Unions, storage, ABI's

K

Koen

Hi!

Does anyone know what the standard says about the way unions are
stored in C? I mean the following:

Let's say you have a union with a double and a char field:

union MyUnion_t
{
double Double;
char Char;
};

MyUnion_t aUnion;

Is it standardized somehow which byte of the allocated storage the
Char field will use?

And a related question: if you dump unions in binary form to a file,
and then reload them from the file on a different platform, or with a
program compiled by a different compiler, are you guaranteed to get
back what you stored? (I think not, but I'm not sure)

And another point: if you use the same union across different ABI's,
will that work without problems? For example: if you get a pointer to
such a union from a library compiled by a specific compiler, and then
use it in another module compiled with a different compiler, will
aUnion.Char work as expected?

Someone on the comp.std.c group found this:
C99 6.7.2.1p14 says:

The size of a union is sufficient to contain the largest of its
members. The value of at most one of the members can be stored in
a union object at any time. A pointer to a union object, suitably
converted, points to each of its members (or if a member is a bit-
field, then to the unit in which it resides), and vice versa.

That doesn't seem to guarantee much does it?
I was hoping to use (*ptr).Char or (*ptr).Double without having to cast
anything.
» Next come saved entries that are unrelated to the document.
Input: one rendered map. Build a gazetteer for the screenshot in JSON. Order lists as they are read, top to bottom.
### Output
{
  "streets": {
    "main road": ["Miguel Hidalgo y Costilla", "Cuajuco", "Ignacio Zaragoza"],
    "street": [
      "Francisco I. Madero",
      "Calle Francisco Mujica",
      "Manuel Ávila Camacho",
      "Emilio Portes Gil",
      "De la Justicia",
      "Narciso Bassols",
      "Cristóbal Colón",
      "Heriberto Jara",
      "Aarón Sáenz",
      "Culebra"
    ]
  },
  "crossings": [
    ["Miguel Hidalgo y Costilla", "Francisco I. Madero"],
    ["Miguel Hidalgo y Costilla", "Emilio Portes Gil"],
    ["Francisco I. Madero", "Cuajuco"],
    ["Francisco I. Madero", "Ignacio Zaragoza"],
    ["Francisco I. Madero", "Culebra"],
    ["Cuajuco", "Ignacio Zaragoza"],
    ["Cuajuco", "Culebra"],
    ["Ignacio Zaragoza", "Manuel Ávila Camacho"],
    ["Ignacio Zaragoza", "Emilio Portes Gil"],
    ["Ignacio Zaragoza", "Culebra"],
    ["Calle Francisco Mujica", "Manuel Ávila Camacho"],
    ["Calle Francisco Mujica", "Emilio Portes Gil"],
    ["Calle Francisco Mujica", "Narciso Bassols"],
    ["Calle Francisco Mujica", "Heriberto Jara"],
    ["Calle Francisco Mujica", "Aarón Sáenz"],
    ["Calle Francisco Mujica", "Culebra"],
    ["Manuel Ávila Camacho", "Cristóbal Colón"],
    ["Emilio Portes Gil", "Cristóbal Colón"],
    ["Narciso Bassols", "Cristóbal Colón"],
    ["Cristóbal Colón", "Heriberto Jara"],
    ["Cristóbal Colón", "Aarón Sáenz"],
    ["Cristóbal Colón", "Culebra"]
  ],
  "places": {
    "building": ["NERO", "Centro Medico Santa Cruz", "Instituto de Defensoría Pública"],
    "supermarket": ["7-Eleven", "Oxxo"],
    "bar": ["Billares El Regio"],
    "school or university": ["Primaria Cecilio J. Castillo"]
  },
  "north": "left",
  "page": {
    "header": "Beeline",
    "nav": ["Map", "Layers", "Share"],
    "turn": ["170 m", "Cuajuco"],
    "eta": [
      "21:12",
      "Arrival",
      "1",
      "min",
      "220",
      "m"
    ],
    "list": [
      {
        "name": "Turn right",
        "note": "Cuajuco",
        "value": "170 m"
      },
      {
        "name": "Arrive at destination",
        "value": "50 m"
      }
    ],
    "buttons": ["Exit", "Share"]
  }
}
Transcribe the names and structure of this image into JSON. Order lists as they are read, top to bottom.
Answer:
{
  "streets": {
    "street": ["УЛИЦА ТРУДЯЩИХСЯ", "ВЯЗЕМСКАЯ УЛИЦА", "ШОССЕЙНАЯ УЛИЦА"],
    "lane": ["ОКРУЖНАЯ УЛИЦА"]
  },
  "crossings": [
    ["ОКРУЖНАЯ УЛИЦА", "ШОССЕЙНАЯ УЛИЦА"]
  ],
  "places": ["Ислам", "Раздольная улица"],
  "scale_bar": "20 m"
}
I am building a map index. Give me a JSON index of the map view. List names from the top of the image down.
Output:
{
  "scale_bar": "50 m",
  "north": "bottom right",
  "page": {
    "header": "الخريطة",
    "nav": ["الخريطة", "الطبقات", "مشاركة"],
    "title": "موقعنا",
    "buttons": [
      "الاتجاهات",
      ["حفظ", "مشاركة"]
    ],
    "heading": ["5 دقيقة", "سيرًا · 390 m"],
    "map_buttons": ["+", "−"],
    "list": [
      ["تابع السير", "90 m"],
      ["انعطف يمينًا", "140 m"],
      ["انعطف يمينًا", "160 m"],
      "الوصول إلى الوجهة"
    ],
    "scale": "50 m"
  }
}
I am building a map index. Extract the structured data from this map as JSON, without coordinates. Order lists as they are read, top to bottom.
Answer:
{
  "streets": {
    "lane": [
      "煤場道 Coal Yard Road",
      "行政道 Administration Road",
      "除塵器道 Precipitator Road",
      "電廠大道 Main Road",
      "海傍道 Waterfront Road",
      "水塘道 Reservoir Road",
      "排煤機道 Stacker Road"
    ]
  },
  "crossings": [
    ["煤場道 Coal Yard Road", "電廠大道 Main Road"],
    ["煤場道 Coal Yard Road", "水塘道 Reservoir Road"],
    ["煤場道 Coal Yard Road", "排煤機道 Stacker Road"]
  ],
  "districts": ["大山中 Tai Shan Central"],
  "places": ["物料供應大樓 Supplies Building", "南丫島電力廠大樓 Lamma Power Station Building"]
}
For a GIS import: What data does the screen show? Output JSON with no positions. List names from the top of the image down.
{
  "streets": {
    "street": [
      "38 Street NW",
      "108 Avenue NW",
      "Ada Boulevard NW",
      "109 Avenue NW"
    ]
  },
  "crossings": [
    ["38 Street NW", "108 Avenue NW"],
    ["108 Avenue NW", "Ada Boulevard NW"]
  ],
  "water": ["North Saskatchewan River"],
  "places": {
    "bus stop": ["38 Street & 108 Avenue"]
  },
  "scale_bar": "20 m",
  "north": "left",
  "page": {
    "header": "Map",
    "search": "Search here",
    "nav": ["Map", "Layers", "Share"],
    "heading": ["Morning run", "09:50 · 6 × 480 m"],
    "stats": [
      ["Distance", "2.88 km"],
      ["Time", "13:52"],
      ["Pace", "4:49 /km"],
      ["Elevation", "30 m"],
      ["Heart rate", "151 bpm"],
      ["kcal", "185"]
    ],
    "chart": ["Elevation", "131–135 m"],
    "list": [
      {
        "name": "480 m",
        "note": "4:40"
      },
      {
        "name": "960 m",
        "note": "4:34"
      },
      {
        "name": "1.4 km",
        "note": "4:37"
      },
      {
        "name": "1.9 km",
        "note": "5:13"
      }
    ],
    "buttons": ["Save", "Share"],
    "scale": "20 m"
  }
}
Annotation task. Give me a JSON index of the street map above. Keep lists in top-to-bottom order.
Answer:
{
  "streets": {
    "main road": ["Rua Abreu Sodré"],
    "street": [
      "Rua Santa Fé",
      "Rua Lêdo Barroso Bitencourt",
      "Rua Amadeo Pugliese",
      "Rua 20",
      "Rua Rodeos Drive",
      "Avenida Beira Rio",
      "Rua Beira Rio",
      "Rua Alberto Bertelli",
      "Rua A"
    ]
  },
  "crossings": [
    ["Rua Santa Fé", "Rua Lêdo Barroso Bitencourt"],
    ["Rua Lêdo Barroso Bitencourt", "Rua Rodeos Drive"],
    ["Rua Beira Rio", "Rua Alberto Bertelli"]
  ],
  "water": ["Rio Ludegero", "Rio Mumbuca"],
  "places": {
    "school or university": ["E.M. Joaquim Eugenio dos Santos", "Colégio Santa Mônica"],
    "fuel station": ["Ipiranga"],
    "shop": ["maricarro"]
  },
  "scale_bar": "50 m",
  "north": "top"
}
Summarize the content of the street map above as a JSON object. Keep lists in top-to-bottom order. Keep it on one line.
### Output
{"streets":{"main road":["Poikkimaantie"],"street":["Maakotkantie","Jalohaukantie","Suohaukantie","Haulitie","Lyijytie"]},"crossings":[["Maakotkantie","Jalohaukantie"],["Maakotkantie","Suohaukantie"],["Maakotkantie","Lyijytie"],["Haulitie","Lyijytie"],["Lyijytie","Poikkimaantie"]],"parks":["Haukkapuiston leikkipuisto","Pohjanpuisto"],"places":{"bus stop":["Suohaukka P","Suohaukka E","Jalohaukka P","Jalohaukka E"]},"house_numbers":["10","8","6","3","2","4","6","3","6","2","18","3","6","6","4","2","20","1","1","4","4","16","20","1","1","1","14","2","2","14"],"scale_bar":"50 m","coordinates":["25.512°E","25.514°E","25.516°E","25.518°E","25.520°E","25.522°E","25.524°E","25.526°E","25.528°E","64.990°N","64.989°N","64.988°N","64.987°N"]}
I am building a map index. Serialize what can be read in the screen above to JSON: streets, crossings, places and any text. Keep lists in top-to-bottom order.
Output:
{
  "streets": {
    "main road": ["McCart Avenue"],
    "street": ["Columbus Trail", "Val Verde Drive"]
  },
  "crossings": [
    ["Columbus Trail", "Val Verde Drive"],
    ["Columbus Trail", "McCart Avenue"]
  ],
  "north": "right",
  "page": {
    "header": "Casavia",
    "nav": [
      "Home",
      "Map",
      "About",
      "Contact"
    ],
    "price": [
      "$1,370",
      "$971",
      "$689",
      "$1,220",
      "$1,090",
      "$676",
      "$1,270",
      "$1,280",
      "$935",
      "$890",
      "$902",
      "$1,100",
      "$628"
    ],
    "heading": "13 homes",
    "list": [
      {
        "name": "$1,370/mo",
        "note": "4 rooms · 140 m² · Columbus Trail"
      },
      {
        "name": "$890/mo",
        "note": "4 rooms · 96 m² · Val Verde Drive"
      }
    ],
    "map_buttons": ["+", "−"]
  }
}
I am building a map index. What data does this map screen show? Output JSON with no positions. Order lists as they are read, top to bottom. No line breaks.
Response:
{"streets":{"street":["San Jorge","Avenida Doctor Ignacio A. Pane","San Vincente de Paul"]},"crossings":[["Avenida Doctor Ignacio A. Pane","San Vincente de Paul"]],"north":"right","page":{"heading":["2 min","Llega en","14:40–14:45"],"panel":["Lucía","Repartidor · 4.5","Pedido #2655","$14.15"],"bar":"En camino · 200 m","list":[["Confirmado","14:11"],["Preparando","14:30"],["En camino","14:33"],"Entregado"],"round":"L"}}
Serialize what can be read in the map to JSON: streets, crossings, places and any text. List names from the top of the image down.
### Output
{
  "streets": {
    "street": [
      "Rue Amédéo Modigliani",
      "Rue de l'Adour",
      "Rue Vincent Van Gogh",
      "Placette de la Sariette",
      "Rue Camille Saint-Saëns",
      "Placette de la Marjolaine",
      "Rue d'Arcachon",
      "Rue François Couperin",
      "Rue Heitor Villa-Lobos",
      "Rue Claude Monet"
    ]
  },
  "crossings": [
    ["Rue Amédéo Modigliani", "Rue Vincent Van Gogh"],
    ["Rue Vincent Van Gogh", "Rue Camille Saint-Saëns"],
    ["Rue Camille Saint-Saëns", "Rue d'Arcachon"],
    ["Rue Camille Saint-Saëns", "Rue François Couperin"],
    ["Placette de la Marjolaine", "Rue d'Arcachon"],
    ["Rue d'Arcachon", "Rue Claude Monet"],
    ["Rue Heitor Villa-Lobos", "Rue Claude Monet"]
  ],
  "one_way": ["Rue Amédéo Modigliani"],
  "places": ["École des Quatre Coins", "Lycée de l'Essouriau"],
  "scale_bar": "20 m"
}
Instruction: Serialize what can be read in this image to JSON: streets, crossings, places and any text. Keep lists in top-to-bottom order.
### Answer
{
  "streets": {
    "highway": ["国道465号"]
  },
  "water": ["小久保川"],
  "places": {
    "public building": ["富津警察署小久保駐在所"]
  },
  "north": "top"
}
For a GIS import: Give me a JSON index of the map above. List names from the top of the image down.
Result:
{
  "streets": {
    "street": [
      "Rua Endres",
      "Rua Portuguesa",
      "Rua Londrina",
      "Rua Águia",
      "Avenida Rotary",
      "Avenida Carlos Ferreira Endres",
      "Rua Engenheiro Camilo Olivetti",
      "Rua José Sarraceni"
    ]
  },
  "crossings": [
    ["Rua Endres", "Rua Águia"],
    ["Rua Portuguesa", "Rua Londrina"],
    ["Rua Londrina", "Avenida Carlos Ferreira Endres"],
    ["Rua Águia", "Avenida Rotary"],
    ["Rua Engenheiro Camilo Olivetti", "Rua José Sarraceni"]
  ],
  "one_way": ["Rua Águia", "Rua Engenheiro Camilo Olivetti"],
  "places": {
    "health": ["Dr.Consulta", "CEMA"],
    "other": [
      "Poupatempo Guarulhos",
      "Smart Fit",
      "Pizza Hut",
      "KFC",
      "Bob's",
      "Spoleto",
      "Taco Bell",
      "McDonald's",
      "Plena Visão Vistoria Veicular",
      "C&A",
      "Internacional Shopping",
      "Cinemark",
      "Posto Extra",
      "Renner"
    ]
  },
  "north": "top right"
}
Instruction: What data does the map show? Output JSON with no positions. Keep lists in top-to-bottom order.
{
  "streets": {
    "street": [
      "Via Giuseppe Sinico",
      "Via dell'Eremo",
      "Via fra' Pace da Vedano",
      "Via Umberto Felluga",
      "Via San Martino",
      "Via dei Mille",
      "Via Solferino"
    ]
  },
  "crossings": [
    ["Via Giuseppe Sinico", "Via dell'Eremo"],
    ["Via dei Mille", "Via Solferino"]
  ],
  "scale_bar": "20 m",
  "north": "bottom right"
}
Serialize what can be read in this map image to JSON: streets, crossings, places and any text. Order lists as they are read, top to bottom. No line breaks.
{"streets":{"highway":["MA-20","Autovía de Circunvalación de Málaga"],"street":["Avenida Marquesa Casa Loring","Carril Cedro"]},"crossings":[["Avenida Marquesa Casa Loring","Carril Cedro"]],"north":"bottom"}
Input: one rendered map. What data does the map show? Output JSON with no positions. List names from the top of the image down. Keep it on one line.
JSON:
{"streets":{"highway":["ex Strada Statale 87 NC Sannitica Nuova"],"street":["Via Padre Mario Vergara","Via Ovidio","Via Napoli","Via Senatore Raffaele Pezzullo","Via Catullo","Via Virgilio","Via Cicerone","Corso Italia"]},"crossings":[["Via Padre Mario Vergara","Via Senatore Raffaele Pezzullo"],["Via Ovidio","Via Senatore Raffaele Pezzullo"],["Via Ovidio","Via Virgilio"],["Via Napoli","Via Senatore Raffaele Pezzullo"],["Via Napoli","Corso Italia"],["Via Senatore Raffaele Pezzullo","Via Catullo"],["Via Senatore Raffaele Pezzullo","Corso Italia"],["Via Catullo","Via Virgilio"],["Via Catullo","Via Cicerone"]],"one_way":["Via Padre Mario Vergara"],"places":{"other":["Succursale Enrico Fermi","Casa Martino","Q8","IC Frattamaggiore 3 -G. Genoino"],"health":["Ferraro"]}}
Looks like no more details are specified about whether this is
supposed
to work across different ABI's:

MyUnion_t theUnion;
somelib->getUnion(&theUnion);

where this is in my own program, and somelib is a function table into a
library possibly compiled by another compiler.
Will the libary return a union with the same binary layout as my own
program would do?

Koen
 
I

infobahn

Koen said:
Hi!

Does anyone know what the standard says about the way unions are
stored in C? I mean the following:

Let's say you have a union with a double and a char field:

union MyUnion_t
{
double Double;
char Char;
};

MyUnion_t aUnion;

Is it standardized somehow which byte of the allocated storage the
Char field will use?

&aUnion.Double and &aUnion.Char are equal.
And a related question: if you dump unions in binary form to a file,
and then reload them from the file on a different platform, or with a
program compiled by a different compiler, are you guaranteed to get
back what you stored? (I think not, but I'm not sure)

You're right; you're not.
 
K

Keith Thompson

Koen said:
Does anyone know what the standard says about the way unions are
stored in C? I mean the following:

Let's say you have a union with a double and a char field:

union MyUnion_t
{
double Double;
char Char;
};

MyUnion_t aUnion;

Is it standardized somehow which byte of the allocated storage the
Char field will use? [...]

I was hoping to use (*ptr).Char or (*ptr).Double without having to cast
anything. Looks like no more details are specified about whether this is
supposed
to work across different ABI's:

MyUnion_t theUnion;
somelib->getUnion(&theUnion);

where this is in my own program, and somelib is a function table into a
library possibly compiled by another compiler.
Will the libary return a union with the same binary layout as my own
program would do?

Of course you can use (*ptr).Char or (*ptr).Double to refer to the
corresponding members (or, more idiomatically, ptr->Char or
ptr->Double). Casting would be neither necessary nor useful, since
the expression is already of the correct type. If theUnion contains
valid data, you can access it; if it doesn't, casting won't help.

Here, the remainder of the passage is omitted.